July 27, 2005

Of Piles and Lists

I'm still majorly behind on trip reporting... I could tell you all the other things I am majorly behind on as well, couldn't I? It would sound like a laundry list (laundry is also an item *on* the list). Instead, I'll just tell you that my desk is piled full of crap, sorry, files, my kitchen counter is currently covered in crap, 050725.jpgaka things that need to be sorted through and evaluated for potential to feed me for a week of hot weather tripping, the deck is covered in crap that mainly consists of drybags and wet gear, my bed is currently unmade, and my garden is weedy.

As for me, I just moved one step closer to snapping today. I'm at my desk at work. My office is in one of those fabulous old brick buildings with enormous multi-paned sash-style windows, high ceilings, and virginia creeper on the outside. And the windows have big windowsills, wood and then a concrete ledge. And a rat-with-tail squirrel has (had!) taken over *my* window sill, which is (was!) very overgrown with tangled vines. The vines, incidentally, had made their way through the miniscule crack of where my multi-paned window meets the windowsill and were growing on the *inside* windowsill and sometimes ants crawled onto my desk. I was aware the squirrel was building its nest, and had been feeling mild disgust at the used napkins and the like visible from my desk if I turned in the direction of the phone. But today, I declared war. The rodent had started gnawing on the wooden sill in a fully demented fashion. Gnaw gnaw gnaw BANG (that's me throwing something at the window to get it to go away because I am trying to *concentrate*) silence silence gnaw gnaw GNAW BANG repeat.

Well then. I can't even get the window open on my own (humidity, the weight of a 5'x4' panel, and last summer's paint job make it very sticky indeed). I finally stalked next door to my boss' office, asked him how strong he is, and thus guaranteed that he'd do most things short of throwing his back out to open my window. And then I pulled out my pocket knife and declared war. Five minutes of very satisfiying slashing later, my office is brighter since my window has far fewer vines covering it, my windowsill is clear, and there is no more ant highway into my office. I feel better. And then, energy spent, I got the bossman again to *close* the window.

And now, I am on paragraph four of a blog entry, and still have not mentioned my kayak. Time to amend: I am excited, because the wonderful kayak and I will be on the alluded-to-above hot trip on the Bay next week, as well as yet-to-be-confirmed other adventures in the not-too-distant future.
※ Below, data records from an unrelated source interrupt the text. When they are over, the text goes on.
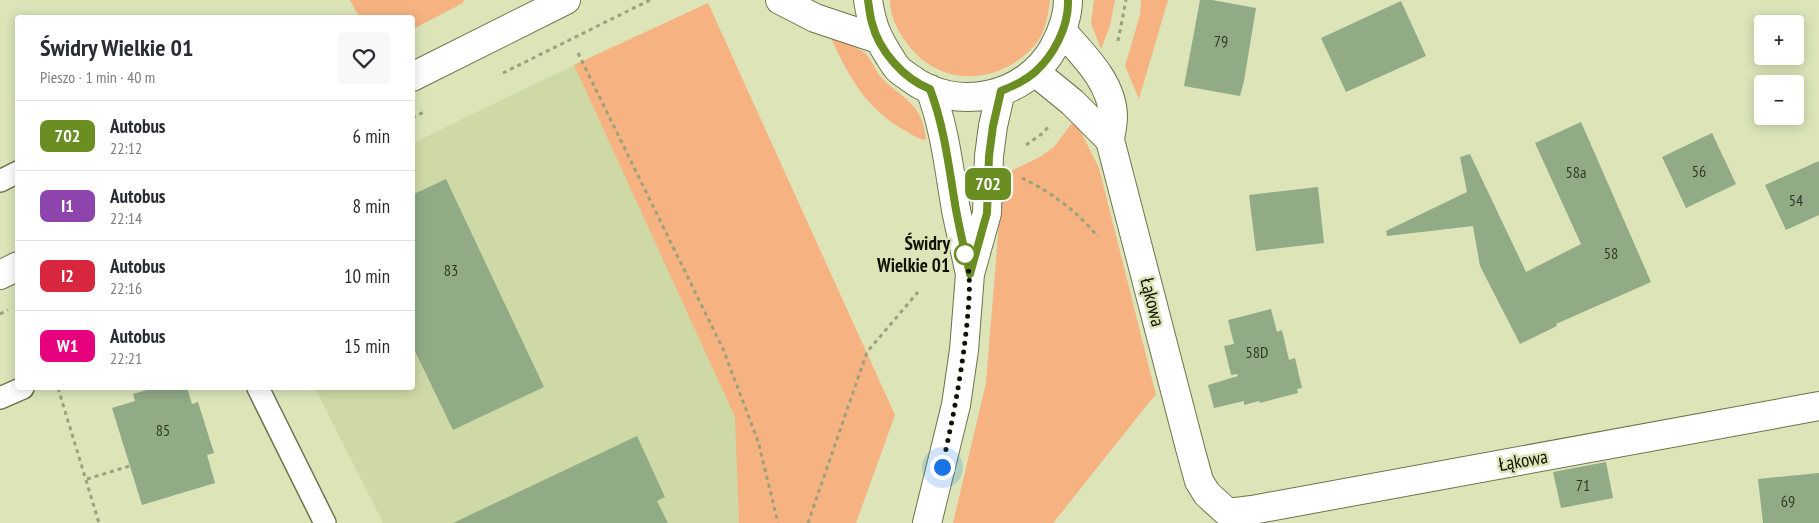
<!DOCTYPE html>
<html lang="pl">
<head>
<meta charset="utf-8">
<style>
	:root { --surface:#fff; --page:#f7f7f7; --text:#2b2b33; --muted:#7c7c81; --line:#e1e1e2 }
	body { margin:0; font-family:"PT Sans Narrow",sans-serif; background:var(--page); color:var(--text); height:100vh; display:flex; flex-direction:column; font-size:19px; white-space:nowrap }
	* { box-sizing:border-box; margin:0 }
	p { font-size:16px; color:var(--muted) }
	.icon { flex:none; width:28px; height:28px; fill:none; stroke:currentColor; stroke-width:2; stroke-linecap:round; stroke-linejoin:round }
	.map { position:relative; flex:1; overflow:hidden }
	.sheet { position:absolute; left:15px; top:15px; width:400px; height:375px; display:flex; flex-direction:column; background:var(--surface); border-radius:5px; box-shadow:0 2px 12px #0003 }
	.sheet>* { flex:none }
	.badge { padding:0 10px; border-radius:8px; font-size:18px; line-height:32px }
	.buttons { position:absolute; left:1754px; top:15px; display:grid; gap:10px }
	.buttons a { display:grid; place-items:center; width:50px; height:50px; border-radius:5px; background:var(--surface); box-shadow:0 2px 12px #0003; font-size:25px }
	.you { position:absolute; width:25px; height:25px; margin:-12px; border:4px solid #fff; border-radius:50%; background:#1a73e8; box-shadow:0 0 0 8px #1a73e833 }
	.map>.badge { position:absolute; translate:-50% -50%; box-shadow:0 0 0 2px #fff }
	.round { display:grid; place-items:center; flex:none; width:52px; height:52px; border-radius:5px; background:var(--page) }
	.head { display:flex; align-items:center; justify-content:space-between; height:85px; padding:0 25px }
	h1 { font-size:24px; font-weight:800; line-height:38px }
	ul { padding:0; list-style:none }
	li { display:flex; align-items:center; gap:15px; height:70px; padding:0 25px; border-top:1px solid var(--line) }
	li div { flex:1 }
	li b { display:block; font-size:19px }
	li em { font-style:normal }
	li .badge { min-width:55px; font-weight:700; text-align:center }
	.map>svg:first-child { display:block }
</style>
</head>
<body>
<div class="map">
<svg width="1819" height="523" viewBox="0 0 1819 523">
	<rect width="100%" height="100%" fill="#dce4b8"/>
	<path fill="#cfd9a5" d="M 574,65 L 736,417 L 739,523 L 383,523 L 315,388 L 412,388 L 413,143 Z"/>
	<path fill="#f6b280" d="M 350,0 L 464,0 L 463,3 L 413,29 L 412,18 L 359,17 Z
		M 890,0 L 1050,0 C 1048,16 1045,34 1034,46 C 998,86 938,88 906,42 C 897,30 890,15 890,0 Z
		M 1094,0 L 1115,0 L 1110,26 L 1101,49 L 1091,23 Z
		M 1141,0 L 1168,0 L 1139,99 L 1125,66 L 1140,15 Z
		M 708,3 L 895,415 L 856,523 L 739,523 L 735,417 L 574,65 Z
		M 830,36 C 838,40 859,48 865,53 C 871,59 875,69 880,76 C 902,100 923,102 926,140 C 917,139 910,133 902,129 C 864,106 848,75 830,36 Z
		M 1072,123 L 1080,130 L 1099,168 L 1156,395 L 1151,400 L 1053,523 L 953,523 L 986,383 L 1003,175 L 1040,157 L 1054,147 Z"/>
	<path fill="#91ab87" d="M 1200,0 L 1212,0 L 1256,8 L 1244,81 L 1240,96 L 1184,86 Z
		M 1401,1 L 1426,56 L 1346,92 L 1321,38 Z
		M 1581,122 L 1651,282 L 1556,324 L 1557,326 L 1520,344 L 1480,266 L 1473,226 L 1387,236 L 1386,231 L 1467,192 L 1460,157 L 1470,154 L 1526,272 L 1581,244 L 1535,143 Z
		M 1712,133 L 1736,184 L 1686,208 L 1662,157 Z
		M 1819,161 L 1819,215 L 1786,230 L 1765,185 Z
		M 446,179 L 544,387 L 453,430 L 412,345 L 412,195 Z
		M 1318,187 L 1324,243 L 1256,251 L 1249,195 Z
		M 1271,309 L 1277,332 L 1282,330 L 1289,360 L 1295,358 L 1302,388 L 1297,389 L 1298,393 L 1260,403 L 1259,401 L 1244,405 L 1244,401 L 1214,408 L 1208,385 L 1238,376 L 1237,374 L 1231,375 L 1224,346 L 1234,344 L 1228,320 Z
		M 154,388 L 187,388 L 192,404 L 198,402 L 214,453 L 207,455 L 215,483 L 142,505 L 112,408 L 135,401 L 133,394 Z
		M 637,436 L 665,497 L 657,501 L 668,523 L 453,523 Z
		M 1606,462 L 1613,498 L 1561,508 L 1553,472 Z
		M 1819,473 L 1819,523 L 1763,523 L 1758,479 Z"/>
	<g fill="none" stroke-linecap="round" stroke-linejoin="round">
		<defs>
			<path id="service" d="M 0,181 L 18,172
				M 258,388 L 325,523
				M 0,398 L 23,388"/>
			<path id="minor" d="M 1062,31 C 1083,55 1113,83 1113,117 C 1113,124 1111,132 1110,140 L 1190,448 L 1199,481 L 1207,494 L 1228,513 L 1252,510 L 1819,406
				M 1035,72 L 1072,102 L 1110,140"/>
			<path id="tertiary" d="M 780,0 L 815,18 L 878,39
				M 868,0 C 872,25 876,35 889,56 C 892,60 894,65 898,69 C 901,72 906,75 910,78 C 956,113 1026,98 1054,47 C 1062,32 1068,17 1068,0
				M 412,77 L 566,0
				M 930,89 C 945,129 949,169 956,210 C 960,230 965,250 969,270
				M 0,275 L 18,266
				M 927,523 L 956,405 L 964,350 L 970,274 L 987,213 L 989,156 L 993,126 L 1001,91"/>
		</defs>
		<use href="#service" stroke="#6d744c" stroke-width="24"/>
		<use href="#minor" stroke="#6d744c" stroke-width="30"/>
		<use href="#tertiary" stroke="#6d744c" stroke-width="30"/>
		<path stroke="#9ba17e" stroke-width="3" stroke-dasharray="4 4" stroke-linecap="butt" d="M 1118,41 L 1126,0
			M 578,53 L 723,349 L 758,441 L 778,523
			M 503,73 L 650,0
			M 412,118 L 426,111
			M 1026,145 L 1043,133 L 1048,127
			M 1022,178 C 1051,192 1078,212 1098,237
			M 0,314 L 8,310
			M 58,388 L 99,523
			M 87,479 L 133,465
			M 808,523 L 867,352 L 918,292"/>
		<use href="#service" stroke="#fff" stroke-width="21"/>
		<use href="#minor" stroke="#fff" stroke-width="28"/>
		<use href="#tertiary" stroke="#fff" stroke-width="28"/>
	</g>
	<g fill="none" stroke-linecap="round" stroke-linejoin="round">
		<defs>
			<path id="line" d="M 868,0 C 869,8 870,16 872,23 C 879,51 904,79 930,89 C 945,129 949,169 956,210 C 960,231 965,253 970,274 L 987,213 L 989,156 L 993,126 L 1001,91 C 1013,86 1025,81 1035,72 C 1054,55 1069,26 1068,0"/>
		</defs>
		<use href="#line" stroke="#fff" stroke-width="11"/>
		<use href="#line" stroke="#6b8e23" stroke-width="8"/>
		<path stroke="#101204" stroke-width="5" stroke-dasharray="0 9" d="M 942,467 C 953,419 962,372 967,323 C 969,300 972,276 965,254"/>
	</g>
	<circle fill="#fff" stroke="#6b8e23" stroke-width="2.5" cx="965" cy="254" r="10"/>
	<g text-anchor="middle" stroke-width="5" stroke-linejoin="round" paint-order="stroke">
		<g font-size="16" fill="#303825">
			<text x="1221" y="47">79</text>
			<text x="1699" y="177">56</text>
			<text x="1576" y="178">58a</text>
			<text x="1796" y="206">54</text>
			<text x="1611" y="259">58</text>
			<text x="451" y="276">83</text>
			<text x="1257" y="358">58D</text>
			<text x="163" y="436">85</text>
			<text x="1583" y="491">71</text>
			<text x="1788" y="507">69</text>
		</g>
		<g font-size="19" font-weight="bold" fill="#101204" stroke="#dce4b8" text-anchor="end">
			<text x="950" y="250">Świdry<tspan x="950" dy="22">Wielkie 01</tspan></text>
		</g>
		<g font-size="19" fill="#101204" stroke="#dce4b8">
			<text transform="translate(1153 302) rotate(76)" y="7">Łąkowa</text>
			<text transform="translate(1523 460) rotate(-10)" y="7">Łąkowa</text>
		</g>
	</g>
</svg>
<div class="buttons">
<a>+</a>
<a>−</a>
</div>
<div class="you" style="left:942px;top:467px"></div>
<b class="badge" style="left:988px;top:184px;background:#6b8e23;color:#fff">702</b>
<section class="sheet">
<div class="head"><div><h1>Świdry Wielkie 01</h1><p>Pieszo · 1 min · 40 m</p></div><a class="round"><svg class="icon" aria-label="heart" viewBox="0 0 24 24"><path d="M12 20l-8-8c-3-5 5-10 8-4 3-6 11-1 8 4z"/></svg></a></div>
<ul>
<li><span class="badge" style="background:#6b8e23;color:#fff">702</span><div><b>Autobus</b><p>22:12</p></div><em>6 min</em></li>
<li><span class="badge" style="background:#8e44ad;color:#fff">I1</span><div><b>Autobus</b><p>22:14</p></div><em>8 min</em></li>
<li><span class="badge" style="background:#d7263d;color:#fff">I2</span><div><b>Autobus</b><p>22:16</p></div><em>10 min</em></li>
<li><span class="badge" style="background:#e6007e;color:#fff">W1</span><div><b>Autobus</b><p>22:21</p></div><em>15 min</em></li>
</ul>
</section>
</div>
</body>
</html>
In other news, I am going to return to the airport-based lifestyle soon, with Norway, Germany and Banff on the horizon in the next six months. It's happening a bit sooner than I expected, since I had intended not to set foot into airports for several months, but some opportunities are too exciting to pass up and thus it looks like August and November are the only months of 2005 that have the potential of being airport free. And I can't believe I just used the word "exciting" in reference to work-related matters without rolling my eyes even. But yes. And now I stop even alluding to the job thing. I will admit, though, that for the two weeks after my last plane-related work trip (to Montreal, in May), I was a bit at a loss: now what? Sleeping in my own bed every single night turned out to be a lot less exciting than I had imagined.

And then I declared paddling season started with the Victoria Day long weekend. Furthermore, I declared there would be no wasted weekends this summer. And so far, there haven't been. I haven't even caught myself drifting off to daydream about the recurring cabin in the woods fantasy. (What? *everybody* has that fantasy. We all know it's over-romanticized, but there is a definite appeal to it, isn't there?) It's hard to daydream about a remote cabin in the wilderness when you're snuggled in your sleeping bag *in* the wilderness, or scratching mosquito bites...

And the squirrel is back, looking very disoriented. If I were not made of stone, I would feel bad. But I don't. Hence I conclude I am made of stone. And before this regresses to relative weights of duck and I conclude that I am a witch or similar logic, I shall now attend to crap pile #1 (the desk), to be followed later by laundry list item #3 (the epynomyous laundry), and devote myself to crap piles #2 and #3 (trip food and disorganized gear) tonight.